## [THE TASK]
Within the data, how many lines hold the word "Lexington"? Answer with nothing but the number.

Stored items
▽

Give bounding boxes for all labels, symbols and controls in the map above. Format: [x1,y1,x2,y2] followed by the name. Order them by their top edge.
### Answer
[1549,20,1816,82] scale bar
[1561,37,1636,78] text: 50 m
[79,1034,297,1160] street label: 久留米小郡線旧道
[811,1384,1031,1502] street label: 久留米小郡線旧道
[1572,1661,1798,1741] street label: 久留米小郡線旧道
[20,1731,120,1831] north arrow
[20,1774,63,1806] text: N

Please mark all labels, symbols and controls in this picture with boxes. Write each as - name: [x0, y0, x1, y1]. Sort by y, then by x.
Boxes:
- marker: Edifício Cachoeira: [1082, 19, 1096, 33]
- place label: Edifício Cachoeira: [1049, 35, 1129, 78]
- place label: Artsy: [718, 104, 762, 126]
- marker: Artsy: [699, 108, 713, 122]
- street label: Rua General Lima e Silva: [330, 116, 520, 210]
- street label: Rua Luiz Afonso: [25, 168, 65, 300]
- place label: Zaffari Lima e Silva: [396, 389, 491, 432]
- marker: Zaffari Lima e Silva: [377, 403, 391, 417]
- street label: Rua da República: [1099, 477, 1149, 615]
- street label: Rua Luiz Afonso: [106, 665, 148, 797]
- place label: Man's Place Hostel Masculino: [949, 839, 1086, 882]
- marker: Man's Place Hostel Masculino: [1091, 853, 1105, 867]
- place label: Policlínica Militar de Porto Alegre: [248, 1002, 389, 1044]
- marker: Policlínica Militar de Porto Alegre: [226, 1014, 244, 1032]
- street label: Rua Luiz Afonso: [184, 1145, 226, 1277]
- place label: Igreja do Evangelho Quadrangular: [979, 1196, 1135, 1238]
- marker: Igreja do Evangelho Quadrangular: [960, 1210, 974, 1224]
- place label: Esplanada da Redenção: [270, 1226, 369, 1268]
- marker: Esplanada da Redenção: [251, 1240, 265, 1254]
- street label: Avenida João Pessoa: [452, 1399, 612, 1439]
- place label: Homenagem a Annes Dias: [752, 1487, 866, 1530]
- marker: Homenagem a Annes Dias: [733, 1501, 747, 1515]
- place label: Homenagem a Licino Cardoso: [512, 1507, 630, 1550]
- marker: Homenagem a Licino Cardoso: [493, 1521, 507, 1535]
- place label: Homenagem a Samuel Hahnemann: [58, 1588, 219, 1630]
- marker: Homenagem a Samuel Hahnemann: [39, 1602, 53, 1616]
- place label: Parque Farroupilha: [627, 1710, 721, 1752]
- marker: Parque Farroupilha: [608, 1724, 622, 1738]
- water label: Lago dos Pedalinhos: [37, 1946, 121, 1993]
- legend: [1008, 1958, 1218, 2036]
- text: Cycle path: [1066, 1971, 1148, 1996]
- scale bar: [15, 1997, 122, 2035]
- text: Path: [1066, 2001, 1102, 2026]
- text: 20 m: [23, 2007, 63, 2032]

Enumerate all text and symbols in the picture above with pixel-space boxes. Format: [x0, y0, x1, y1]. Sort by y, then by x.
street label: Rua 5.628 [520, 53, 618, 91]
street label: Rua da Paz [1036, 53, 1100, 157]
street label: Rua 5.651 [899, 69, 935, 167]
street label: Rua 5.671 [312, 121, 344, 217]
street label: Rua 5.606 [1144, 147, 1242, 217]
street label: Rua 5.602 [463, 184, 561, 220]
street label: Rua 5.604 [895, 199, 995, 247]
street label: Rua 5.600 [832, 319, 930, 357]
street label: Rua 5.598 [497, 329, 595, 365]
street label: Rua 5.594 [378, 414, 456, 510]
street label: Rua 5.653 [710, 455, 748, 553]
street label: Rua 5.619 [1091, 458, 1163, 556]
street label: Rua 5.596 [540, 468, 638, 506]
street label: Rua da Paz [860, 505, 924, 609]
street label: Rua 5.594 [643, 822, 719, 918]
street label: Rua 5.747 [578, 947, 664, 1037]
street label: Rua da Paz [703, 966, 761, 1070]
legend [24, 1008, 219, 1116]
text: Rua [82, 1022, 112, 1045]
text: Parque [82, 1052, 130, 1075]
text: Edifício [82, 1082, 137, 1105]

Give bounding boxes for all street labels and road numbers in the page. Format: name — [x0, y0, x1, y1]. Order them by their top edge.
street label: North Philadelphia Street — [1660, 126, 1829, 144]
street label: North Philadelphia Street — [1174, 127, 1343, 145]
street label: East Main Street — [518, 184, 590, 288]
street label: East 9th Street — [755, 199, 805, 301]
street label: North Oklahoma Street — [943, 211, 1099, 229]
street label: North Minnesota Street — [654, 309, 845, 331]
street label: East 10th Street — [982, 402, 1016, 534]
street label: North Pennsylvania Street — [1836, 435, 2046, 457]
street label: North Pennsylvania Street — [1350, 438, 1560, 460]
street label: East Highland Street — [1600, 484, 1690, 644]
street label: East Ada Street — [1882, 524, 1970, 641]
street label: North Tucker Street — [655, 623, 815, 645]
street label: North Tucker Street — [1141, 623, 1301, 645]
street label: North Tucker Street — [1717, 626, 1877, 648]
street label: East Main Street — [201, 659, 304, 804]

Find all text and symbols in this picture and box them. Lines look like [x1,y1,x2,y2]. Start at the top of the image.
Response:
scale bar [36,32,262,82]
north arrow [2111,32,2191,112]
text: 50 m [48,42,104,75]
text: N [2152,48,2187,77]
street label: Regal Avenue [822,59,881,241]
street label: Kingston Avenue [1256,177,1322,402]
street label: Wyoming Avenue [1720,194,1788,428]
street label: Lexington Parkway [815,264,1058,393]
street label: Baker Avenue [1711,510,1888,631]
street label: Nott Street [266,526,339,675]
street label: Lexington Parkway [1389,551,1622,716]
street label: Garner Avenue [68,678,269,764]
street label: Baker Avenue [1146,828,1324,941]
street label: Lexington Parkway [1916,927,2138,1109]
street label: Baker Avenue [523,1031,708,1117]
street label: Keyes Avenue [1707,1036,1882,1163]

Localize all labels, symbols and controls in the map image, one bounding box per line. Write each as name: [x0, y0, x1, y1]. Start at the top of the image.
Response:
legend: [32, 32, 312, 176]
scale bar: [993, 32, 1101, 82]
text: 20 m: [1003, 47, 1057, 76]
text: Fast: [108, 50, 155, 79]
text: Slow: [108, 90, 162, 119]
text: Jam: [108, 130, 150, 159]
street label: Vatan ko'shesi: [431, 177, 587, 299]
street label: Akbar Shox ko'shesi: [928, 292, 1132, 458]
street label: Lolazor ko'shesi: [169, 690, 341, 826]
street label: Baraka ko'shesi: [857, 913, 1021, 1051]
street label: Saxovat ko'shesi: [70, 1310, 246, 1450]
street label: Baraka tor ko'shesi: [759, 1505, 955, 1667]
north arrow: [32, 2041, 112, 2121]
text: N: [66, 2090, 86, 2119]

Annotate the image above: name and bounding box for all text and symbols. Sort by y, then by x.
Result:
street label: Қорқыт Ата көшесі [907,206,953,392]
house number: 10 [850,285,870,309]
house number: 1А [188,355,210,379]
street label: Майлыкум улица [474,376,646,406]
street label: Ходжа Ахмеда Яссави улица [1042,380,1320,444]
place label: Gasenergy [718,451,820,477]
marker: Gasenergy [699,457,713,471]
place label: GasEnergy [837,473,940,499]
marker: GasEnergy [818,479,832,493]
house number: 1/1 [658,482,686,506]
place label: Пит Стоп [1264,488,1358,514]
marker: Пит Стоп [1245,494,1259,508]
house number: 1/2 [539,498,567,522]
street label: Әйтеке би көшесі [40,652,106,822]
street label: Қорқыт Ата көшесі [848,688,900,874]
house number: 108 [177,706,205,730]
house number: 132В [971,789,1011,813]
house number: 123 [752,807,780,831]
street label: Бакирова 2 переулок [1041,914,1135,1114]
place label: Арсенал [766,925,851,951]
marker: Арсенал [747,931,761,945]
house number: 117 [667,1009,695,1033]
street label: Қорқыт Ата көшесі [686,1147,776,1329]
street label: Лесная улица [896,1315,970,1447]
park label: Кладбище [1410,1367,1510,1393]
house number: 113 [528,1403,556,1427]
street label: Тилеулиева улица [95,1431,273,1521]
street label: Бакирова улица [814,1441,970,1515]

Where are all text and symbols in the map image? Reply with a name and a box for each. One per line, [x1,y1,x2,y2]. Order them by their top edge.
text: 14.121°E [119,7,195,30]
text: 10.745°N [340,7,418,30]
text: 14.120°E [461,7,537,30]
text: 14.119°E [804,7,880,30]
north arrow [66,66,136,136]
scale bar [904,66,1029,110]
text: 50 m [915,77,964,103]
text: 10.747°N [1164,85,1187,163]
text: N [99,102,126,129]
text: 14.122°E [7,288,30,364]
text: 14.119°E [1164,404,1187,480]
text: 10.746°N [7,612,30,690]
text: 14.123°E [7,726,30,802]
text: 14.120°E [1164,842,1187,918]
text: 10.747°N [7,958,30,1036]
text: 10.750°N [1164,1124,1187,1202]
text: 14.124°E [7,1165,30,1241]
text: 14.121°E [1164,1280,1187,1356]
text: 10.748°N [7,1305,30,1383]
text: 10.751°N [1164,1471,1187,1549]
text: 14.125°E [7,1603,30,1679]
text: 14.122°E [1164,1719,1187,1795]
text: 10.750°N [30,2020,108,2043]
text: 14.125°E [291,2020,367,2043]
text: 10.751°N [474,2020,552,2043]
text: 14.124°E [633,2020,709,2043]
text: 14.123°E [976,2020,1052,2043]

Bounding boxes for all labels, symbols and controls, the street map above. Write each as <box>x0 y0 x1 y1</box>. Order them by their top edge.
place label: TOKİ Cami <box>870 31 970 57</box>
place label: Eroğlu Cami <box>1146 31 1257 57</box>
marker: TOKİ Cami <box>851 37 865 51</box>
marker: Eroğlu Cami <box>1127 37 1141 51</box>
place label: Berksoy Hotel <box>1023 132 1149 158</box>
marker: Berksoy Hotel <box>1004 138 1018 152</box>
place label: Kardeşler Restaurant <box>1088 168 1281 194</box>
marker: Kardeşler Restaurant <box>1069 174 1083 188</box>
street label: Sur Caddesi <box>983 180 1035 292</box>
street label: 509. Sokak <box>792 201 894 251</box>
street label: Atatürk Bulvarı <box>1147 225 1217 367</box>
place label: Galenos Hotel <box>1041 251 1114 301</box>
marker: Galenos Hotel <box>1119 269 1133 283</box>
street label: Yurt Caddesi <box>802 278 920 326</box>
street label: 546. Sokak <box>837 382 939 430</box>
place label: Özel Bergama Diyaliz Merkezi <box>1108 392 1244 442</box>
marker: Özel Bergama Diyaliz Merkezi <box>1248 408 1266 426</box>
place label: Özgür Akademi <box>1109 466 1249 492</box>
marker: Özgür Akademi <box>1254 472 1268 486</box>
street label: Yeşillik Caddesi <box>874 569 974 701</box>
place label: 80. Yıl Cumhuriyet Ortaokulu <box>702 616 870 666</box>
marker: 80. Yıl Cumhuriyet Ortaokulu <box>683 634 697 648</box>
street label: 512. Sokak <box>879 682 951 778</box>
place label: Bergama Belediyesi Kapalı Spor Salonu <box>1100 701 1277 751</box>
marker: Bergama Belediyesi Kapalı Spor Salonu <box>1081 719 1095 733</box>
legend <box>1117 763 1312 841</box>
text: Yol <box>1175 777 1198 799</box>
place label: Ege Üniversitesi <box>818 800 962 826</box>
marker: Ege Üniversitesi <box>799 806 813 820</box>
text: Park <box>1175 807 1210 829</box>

△

## [EXERCISE SOLUTION]
3